• **Required action**:
Please report every line in the entries that contains the string "Cemara".

• **Provided records**:

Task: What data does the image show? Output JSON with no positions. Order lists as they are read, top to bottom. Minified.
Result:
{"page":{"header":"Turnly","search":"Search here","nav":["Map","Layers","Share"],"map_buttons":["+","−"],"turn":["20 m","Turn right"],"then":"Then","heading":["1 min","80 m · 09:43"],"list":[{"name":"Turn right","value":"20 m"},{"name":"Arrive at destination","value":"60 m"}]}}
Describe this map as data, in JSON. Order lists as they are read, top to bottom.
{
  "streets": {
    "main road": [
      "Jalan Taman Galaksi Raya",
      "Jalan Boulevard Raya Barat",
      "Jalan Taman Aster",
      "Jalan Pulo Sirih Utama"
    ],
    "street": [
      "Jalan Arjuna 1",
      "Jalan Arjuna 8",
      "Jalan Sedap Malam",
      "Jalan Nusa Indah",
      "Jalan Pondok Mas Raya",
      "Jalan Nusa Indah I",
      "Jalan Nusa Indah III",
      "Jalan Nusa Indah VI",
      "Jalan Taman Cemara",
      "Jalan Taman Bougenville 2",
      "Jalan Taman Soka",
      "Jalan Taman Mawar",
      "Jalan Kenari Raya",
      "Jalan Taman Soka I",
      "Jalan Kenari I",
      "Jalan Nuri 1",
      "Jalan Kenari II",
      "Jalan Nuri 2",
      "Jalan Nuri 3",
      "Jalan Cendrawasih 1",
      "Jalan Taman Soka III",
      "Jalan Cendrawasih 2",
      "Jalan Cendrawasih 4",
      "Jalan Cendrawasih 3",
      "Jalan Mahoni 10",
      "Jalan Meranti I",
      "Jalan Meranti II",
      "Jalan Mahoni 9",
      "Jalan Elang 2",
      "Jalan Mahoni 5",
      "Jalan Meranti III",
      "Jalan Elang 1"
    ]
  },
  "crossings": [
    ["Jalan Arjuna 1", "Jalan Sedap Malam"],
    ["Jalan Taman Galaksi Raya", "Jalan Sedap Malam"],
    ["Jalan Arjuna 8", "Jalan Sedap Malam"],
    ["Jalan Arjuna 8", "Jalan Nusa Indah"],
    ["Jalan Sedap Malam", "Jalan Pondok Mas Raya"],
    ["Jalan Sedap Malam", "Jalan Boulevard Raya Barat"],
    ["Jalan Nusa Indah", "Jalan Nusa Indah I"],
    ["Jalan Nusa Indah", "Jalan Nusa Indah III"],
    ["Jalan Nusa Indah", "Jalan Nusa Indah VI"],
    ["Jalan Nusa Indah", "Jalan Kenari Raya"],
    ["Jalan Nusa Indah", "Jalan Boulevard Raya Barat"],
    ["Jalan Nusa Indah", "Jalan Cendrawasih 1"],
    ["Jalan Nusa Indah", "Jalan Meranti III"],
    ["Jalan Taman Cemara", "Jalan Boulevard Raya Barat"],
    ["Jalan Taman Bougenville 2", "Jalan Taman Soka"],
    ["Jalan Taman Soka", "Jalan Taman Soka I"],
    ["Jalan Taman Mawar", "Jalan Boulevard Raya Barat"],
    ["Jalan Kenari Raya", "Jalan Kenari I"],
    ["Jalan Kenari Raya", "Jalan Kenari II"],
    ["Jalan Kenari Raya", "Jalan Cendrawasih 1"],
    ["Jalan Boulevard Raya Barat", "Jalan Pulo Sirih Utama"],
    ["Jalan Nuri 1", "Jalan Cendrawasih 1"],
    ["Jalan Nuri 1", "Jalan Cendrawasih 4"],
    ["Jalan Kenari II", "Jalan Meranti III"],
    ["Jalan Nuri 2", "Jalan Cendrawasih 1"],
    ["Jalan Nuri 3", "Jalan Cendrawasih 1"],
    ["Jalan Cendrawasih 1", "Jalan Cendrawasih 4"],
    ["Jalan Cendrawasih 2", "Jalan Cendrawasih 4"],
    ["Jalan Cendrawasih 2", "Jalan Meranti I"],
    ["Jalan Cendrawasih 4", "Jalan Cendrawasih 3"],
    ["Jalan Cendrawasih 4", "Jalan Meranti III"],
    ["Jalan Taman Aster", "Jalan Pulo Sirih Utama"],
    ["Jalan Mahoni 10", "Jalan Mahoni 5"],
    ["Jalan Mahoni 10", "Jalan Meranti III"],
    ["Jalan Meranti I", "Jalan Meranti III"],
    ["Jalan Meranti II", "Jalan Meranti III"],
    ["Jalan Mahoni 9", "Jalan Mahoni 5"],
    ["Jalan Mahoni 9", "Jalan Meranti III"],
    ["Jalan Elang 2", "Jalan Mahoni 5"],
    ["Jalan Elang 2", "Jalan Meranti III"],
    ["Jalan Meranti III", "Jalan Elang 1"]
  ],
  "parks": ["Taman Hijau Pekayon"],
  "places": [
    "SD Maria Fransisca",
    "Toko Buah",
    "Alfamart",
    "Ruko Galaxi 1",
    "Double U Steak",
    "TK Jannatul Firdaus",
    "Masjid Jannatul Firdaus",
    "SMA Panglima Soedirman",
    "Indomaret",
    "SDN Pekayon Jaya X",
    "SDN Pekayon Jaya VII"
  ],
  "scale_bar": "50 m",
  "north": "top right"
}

• **Written reply**:
      "Jalan Taman Cemara",
    ["Jalan Taman Cemara", "Jalan Boulevard Raya Barat"],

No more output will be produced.